### WORK REQUEST
Look for the line containing "16l4-8h5l3 8M10 8l3" in the listing below. Retype that line and every subsequent line through the last one, and only those.

### GIVEN DATA

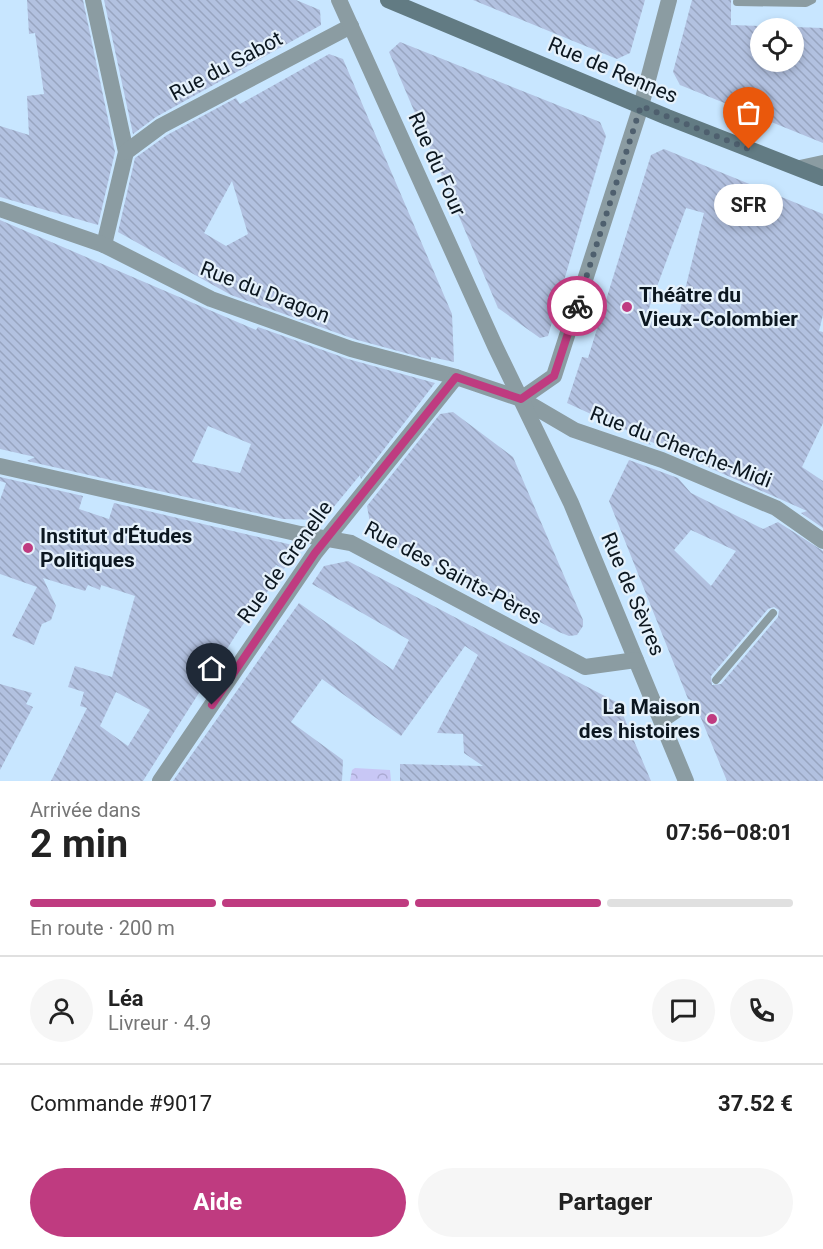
<!DOCTYPE html>
<html lang="fr">
<meta charset="utf-8">
<style>
:root{--surface:#fff;--page:#f6f6f6;--text:#222;--muted:#767676;--line:#e0e0e0;--accent:#bf3b80}
body{margin:0;font-family:Roboto,sans-serif;background:var(--page);color:var(--text);height:100vh;display:flex;flex-direction:column;font-size:22px;white-space:nowrap}
*{box-sizing:border-box;margin:0}
p{font-size:20px;color:var(--muted)}
.icon{flex:none;width:33px;height:33px;fill:none;stroke:currentColor;stroke-width:2;stroke-linecap:round;stroke-linejoin:round}
.map{position:relative;height:781px;overflow:hidden}
.side{display:flex;flex-direction:column;background:var(--surface);flex:1}
.side>*{flex:none}
.controls{position:absolute;left:750px;top:18px;display:grid;gap:12px}
.controls a{display:grid;place-items:center;width:54px;height:54px;border-radius:50%;background:var(--surface);box-shadow:0 3px 9px #0003;font-size:30px}
.pin{position:absolute;display:grid;place-items:center;width:51px;height:51px;color:#fff;margin:-62px -26px;border-radius:50% 50% 50% 0;rotate:-45deg;box-shadow:0 0 6px #0007}
.pin .icon{rotate:45deg}
.courier{position:absolute;display:grid;place-items:center;width:60px;height:60px;margin:-30px;border:4px solid #bf3b80;border-radius:50%;background:#fff;color:#222;box-shadow:0 2px 8px #0007}
.bubble{position:absolute;height:42px;border-radius:21px;background:var(--surface);box-shadow:0 3px 9px #0003;font-size:20px;font-weight:700;line-height:42px;text-align:center}
.overview em{font-style:normal;font-weight:700}
.overview div{display:flex;flex-direction:column-reverse}
.overview{display:flex;align-items:center;justify-content:space-between;height:102px;padding:0 30px}
h1{font-size:39px;font-weight:700;line-height:45px}
.bar{display:grid;grid-template-columns:repeat(4,1fr);gap:9px 6px;align-content:center;height:72px;padding:0 30px}
.bar i{height:8px;border-radius:4px;background:var(--line)}
.bar .current{background:var(--accent)}
.bar p{grid-column:span 4}
.line{display:flex;align-items:center;gap:15px;padding:0 30px;border-top:2px solid var(--line)}
.line div{flex:1}
.round{display:grid;place-items:center;flex:none;width:63px;height:63px;border-radius:32px;background:var(--page)}
.button{display:flex;gap:12px;margin-top:auto;padding:12px 30px}
.button a{flex:1;height:69px;border-radius:36px;background:var(--accent);color:#fff;font-size:24px;font-weight:700;line-height:69px;text-align:center}
.button a+a{background:var(--page);color:var(--text)}
.map>svg:first-child{display:block}
</style>
<div class="map">
<svg width="823" height="781" viewBox="0 0 823 781">
<defs>
<pattern id="forest-crowns" width="20" height="18" patternUnits="userSpaceOnUse" patternTransform="scale(1.5)"><rect width="20" height="18" fill="#c8c7f5"/><path d="M2 6a3 3 0 1 1 6 0M12 15a3 3 0 1 1 6 0" fill="none" stroke="#abaad2"/></pattern>
<pattern id="building-back-hatch" width="6" height="6" patternUnits="userSpaceOnUse" patternTransform="scale(1.5)"><rect width="6" height="6" fill="#b2c1e0"/><path d="M-1 5l2 2M0 0l6 6M5-1l2 2" fill="none" stroke="#98a5c0"/></pattern>
</defs>
<rect width="100%" height="100%" fill="#c8e6ff"/>
<polygon fill="url(#forest-crowns)" points="355,768 390,770 391,781 350,781 352,770"/>
<g fill="url(#building-back-hatch)" fill-rule="evenodd">
<polygon points="27,0 83,0 115,152 98,225 0,197 0,126 29,135 27,96 44,94 35,33 29,34"/>
<polygon points="104,0 296,0 320,10 321,25 156,117 133,134"/>
<polygon points="473,0 645,0 630,53 617,59"/>
<polygon points="692,0 731,0 731,25 760,26 760,62 794,62 794,27 823,28 823,143 680,85 673,72"/>
<polygon points="400,42 600,122 606,136 548,336 540,338 498,308 389,52"/>
<path d="M329,54L343,59L452,314L454,362L431,357V360L354,339L231,295L118,232L135,158L167,135L236,98L240,104ZM232,181L248,234L226,246L204,233Z"/>
<path d="M664,149L823,214V315L819,331L823,332V423L802,467L823,481V528L801,513L807,511L647,440L651,445L639,441L641,437L567,403L582,357L588,358L651,155ZM686,208L704,213L675,330L645,319Z"/>
<path d="M0,220L256,330L258,327L348,359L435,383L361,479L360,475L323,520L283,519L27,461L35,457L0,449ZM208,426L251,444L240,473L192,462Z"/>
<polygon points="453,412 513,457 583,620 583,626 577,635 569,636 559,632 372,534 367,506 440,414"/>
<path d="M629,460L678,478L691,493L763,529L778,522L823,551V781H727L698,711L694,714L697,702L688,699L609,501ZM691,530L736,551L711,586L674,550ZM774,607L779,610L778,617L721,684L712,685L711,676L768,609Z"/>
<path d="M0,477L83,496L79,509L109,519L114,503L301,547L284,569L276,565L267,580L273,584L239,630L143,781H51L87,708L80,706L84,692L68,687L75,666L112,677L135,596L101,585L100,590L88,585L85,591L43,578L56,606L51,620L42,624L34,645L12,636L37,587L0,574V500L6,483L0,481ZM116,692L150,710L128,746L100,726Z"/>
<polygon points="348,561 618,703 651,781 400,781 400,764 483,766 464,753 463,734 437,733 478,655 465,646 401,736 322,679 291,722 343,760 342,781 173,781 299,603 393,670 409,640 312,584 324,566"/>
<polygon points="0,684 32,693 26,704 33,707 0,770"/>
</g>
<g fill="none" stroke-linecap="round" stroke-linejoin="round">
<g stroke="#8b9ca2" stroke-width="8">
<polyline points="737,2 806,3 812,0"/>
<polyline points="716,680 773,613"/>
<polyline points="662,725 691,705"/>
</g>
<g stroke="#8b9ca2" stroke-width="16">
<polyline points="93,0 126,152 104,245"/>
<polyline points="126,152 161,126 351,26"/>
<polyline points="800,168 823,163"/>
<polyline points="0,209 104,245 211,299 351,349 456,377 521,399 574,430 662,460 776,508 823,541"/>
<polyline points="160,781 315,553 456,377"/>
</g>
<g stroke="#8b9ca2" stroke-width="16">
<polyline points="339,0 495,346 571,503 686,781"/>
<polyline points="521,399 554,376 641,106 669,0"/>
<polyline points="0,466 300,534 351,543 585,667 636,660"/>
</g>
<polyline stroke="#627b83" stroke-width="16" points="388,0 667,117 823,178"/>
</g>
<g fill="none" stroke-linecap="round" stroke-linejoin="round">
<polyline stroke="#4e5f6e" stroke-width="6" stroke-dasharray="0 10.8" points="577,306 641,106 749,149"/>
<polyline stroke="#bf3b80" stroke-width="8" points="212,705 315,553 456,377 521,399 554,376 577,306"/>
</g>
<g fill="#bf3b80" stroke="#e5f1fb" stroke-width="2">
<circle cx="627" cy="307" r="6"/>
<circle cx="28" cy="548" r="6"/>
<circle cx="712" cy="719" r="6"/>
</g>
<g text-anchor="middle" dominant-baseline="central" stroke-width="4.5" stroke-linejoin="round" paint-order="stroke">
<g font-size="21" fill="#0c1720" stroke="#e5f1fb">
<text transform="translate(226 66) rotate(-28)">Rue du Sabot</text>
<text transform="translate(613 70) rotate(23)">Rue de Rennes</text>
<text transform="translate(437 164) rotate(66)">Rue du Four</text>
<text transform="translate(265 292) rotate(21)">Rue du Dragon</text>
<text transform="translate(681 447) rotate(21)">Rue du Cherche-Midi</text>
<text transform="translate(285 562) rotate(-54)">Rue de Grenelle</text>
<text transform="translate(453 573) rotate(28)">Rue des Saints-Pères</text>
<text transform="translate(633 594) rotate(67)">Rue de Sèvres</text>
</g>
<g font-size="21" font-weight="bold" fill="#0c1720" stroke="#e5f1fb" text-anchor="start">
<text x="639" y="295">Théâtre du<tspan x="639" dy="24">Vieux-Colombier</tspan></text>
<text x="40" y="536">Institut d'Études<tspan x="40" dy="24">Politiques</tspan></text>
<text x="700" y="707" text-anchor="end">La Maison<tspan x="700" dy="24">des histoires</tspan></text>
</g>
</g>
</svg>
<div class="controls">
<a><svg class="icon" aria-label="locate" viewBox="0 0 24 24"><circle cx="12" cy="12" r="6"/><path d="M12 2v4M12 18v4M2 12h4M18 12h4"/></svg></a>
</div>
<div class="pin" style="left:749px;top:149px;background:#ea580c"><svg class="icon" aria-label="bag" viewBox="0 0 24 24"><path d="M5 8h14l-1 12H6zM9 8a3 3 0 0 1 6 0"/></svg></div>
<div class="pin" style="left:212px;top:705px;background:#1f2937"><svg class="icon" aria-label="home" viewBox="0 0 24 24"><path d="M3 11l9-7 9 7M6 9v11h12V9"/></svg></div>
<div class="courier" style="left:577px;top:306px"><svg class="icon" aria-label="bike" viewBox="0 0 24 24"><circle cx="6" cy="16" r="4"/><circle cx="18" cy="16" r="4"/><path d="M6 16l4-8h5l3 8M10 8l3 8H6M13 5h3"/></svg></div>
<div class="bubble" style="left:714px;top:184px;width:69px">SFR</div>
</div>
<section class="side">
<div class="overview"><div><h1>2 min</h1><p>Arrivée dans</p></div><em>07:56–08:01</em></div>
<div class="bar"><i class="current"></i><i class="current"></i><i class="current"></i><i></i><p>En route · 200 m</p></div>
<div class="line" style="height:108px"><a class="round"><svg class="icon" aria-label="person" viewBox="0 0 24 24"><circle cx="12" cy="8" r="4"/><path d="M4 21q1-7 8-7t8 7"/></svg></a><div><b>Léa</b><p>Livreur · 4.9</p></div><a class="round"><svg class="icon" aria-label="chat" viewBox="0 0 24 24"><path d="M4 5h16v11H9l-5 4z"/></svg></a><a class="round"><svg class="icon" aria-label="phone" viewBox="0 0 24 24"><path d="M5 4h4l2 5-3 2q2 4 5 5l2-3 5 2v4C11 20 4 13 5 4z"/></svg></a></div>
<div class="line" style="height:78px"><div>Commande #9017</div><b>37.52 €</b></div>
<div class="button"><a>Aide</a><a>Partager</a></div>
</section>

### ANSWER BOX
<div class="courier" style="left:577px;top:306px"><svg class="icon" aria-label="bike" viewBox="0 0 24 24"><circle cx="6" cy="16" r="4"/><circle cx="18" cy="16" r="4"/><path d="M6 16l4-8h5l3 8M10 8l3 8H6M13 5h3"/></svg></div>
<div class="bubble" style="left:714px;top:184px;width:69px">SFR</div>
</div>
<section class="side">
<div class="overview"><div><h1>2 min</h1><p>Arrivée dans</p></div><em>07:56–08:01</em></div>
<div class="bar"><i class="current"></i><i class="current"></i><i class="current"></i><i></i><p>En route · 200 m</p></div>
<div class="line" style="height:108px"><a class="round"><svg class="icon" aria-label="person" viewBox="0 0 24 24"><circle cx="12" cy="8" r="4"/><path d="M4 21q1-7 8-7t8 7"/></svg></a><div><b>Léa</b><p>Livreur · 4.9</p></div><a class="round"><svg class="icon" aria-label="chat" viewBox="0 0 24 24"><path d="M4 5h16v11H9l-5 4z"/></svg></a><a class="round"><svg class="icon" aria-label="phone" viewBox="0 0 24 24"><path d="M5 4h4l2 5-3 2q2 4 5 5l2-3 5 2v4C11 20 4 13 5 4z"/></svg></a></div>
<div class="line" style="height:78px"><div>Commande #9017</div><b>37.52 €</b></div>
<div class="button"><a>Aide</a><a>Partager</a></div>
</section>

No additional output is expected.